In 2008, when I was promoting my first novel, Tangled Roots, I was interviewed by a BBC affiliate radio station. It was one of my first ever radio interviews and I was both excited and nervous. It was going well. I was hitting all the important information I needed to be saying in order to explain the book and any possible intriguing aspect of its writing, when the interviewer suddenly changed tacks and wanted to talk about the fact that I also wrote poetry. Okay, I thought. This will be good for my ‘profile’ as a writer. But then her voice took on a very conspiratorial tone and she asked, ‘Isn’t it true that most poetry comes from a place of intense emotion and often depression? Much more so than prose?’ I began to stumble and stutter. I knew what my answer was, but I didn’t know if I should say it. As a new writer, did I want to give away such a secret, either about the craft of writing, or the craft of being myself? I hemmed and hawed at first talking about how we should aim to have all our writing to be poetry, etc etc. But she pushed me hard and so I finally said, “Yes. I write poetry when I am at my most emotional, depressed or otherwise.’ I could almost see the interviewer rubbing her hands together with a sinister glee as she said, “Yes. That’s what I thought.’
I have thought about that interview very often over the years. I wish I had then had the presence of mind to talk about the creative impulse vs the creative practice. I wish I had discussed emotion in general, good and bad, and not let her push me towards some popularised notion of the connection between art and mental illness. I wish I had understood better and was able to explain more about the nuance of that connection between emotion and creativity and how necessary it is to take the raw emotion and combine it with practice, technique, skill and patience.
Why am I thinking about this now, especially, early in the morning of my last day resident in London? Well, being now swept up in this very tangled and murky weediness of emotions that I am feeling about leaving London and moving on to a new chapter of my life — a chapter I am excited about but which also brings with it grief and loss and obsessions about time — I am wondering, am I writing poetry now? Am I working on the next novel, or am I adding to the next poetry collection, or am I too paralysed and overwhelmed to write anything?
If we look at this episode of my life as an experiment, here are my findings to date. In many ways, I am finding this move to be one of the hardest times of my life. I am not depressed in a way that keeps me lying in bed in the dark, paralysed and non-functioning. I am quite lucky that my body and brain don’t react in that way. But I have been walking around for weeks on the verge of tears, with those tears spilling out at unpredictable times. I have been angry and frightened and frustrated and excited and thankful and lost. And I’ve found that although I have not written any more of my novel in the midst of all this emotion, I have written poetry. Poetry is being born from all this, not prose, but not in the way that BBC interviewer might have thought.

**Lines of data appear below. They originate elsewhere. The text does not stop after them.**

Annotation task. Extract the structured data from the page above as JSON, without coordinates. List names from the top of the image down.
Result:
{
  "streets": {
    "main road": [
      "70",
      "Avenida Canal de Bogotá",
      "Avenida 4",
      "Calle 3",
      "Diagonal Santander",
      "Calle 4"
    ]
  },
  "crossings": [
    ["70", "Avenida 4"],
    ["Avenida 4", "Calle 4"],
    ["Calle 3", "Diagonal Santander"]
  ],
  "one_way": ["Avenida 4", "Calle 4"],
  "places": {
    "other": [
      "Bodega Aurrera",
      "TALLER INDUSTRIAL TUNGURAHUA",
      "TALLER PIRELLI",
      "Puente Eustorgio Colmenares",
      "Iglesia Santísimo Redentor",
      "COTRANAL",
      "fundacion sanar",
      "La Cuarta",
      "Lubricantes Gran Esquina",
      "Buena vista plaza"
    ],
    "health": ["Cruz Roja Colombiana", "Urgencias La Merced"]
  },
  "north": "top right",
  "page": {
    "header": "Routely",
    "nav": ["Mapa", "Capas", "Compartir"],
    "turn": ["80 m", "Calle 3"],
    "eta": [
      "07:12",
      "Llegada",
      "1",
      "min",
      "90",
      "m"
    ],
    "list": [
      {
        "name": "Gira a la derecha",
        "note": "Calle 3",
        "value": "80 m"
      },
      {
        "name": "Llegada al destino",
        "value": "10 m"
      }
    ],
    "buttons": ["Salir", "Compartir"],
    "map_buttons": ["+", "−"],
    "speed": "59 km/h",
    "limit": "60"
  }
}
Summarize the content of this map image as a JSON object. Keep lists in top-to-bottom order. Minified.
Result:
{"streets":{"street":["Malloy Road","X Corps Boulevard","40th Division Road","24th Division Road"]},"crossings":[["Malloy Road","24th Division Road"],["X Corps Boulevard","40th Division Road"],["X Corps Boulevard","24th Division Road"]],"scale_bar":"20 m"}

Imagine a roller coaster. When you are climbing to the top of the arc, you’re filled with excitement, expectation and adrenaline. You can’t think clearly. You don’t know where you’re going or how you’ll feel about it once you get there. And besides, you’re having too much fun. But when you’re hurtling down the slope at a million miles an hour, you’re feeling too much to do anything but hang on for dear life. And then when you land and your ride comes to an abrupt, muscle-jerking halt, all you can do is sit there and try to recover your balance. And so it is, for me at least, with writing poetry. The impetus to write a poem, any poem, about anything, may come as I’m climbing onto the ride. ‘Hey, I bet I can get a poem out of this, if nothing else.’ But in the midst of all that adrenaline and hysteria, I can’t do anything but hold on and try to live through it. And then, when one particular part of the ride plateaus out or jerks to a stop, it takes all my energy just to catch my breath. I can’t write poetry then. I can’t do anything but live and wait for time to pass. The poetry can only come during those moments, brief as they may be, when I have caught my breath, can look around, and think.
So where does poetry come from? For me, although it might start with extreme emotion, it really comes from that sweet spot, that place where emotion meets reflection, where heart meets brain, where you can still feel the rumbling of the falling roller coaster, but you are no longer strapped onto the ride. The poems which then arise from that sweet spot go on to be the milestones of my life. I read them and remember not only what I was feeling, but that I had lived through the intensity of those feelings, and was able to move on to the next.
So, daring to run the risk of beating these old metaphors over the head, I’ll leave you today with this is image of me, typing this post just out of sight, but surrounding by all my baggage, and moving on.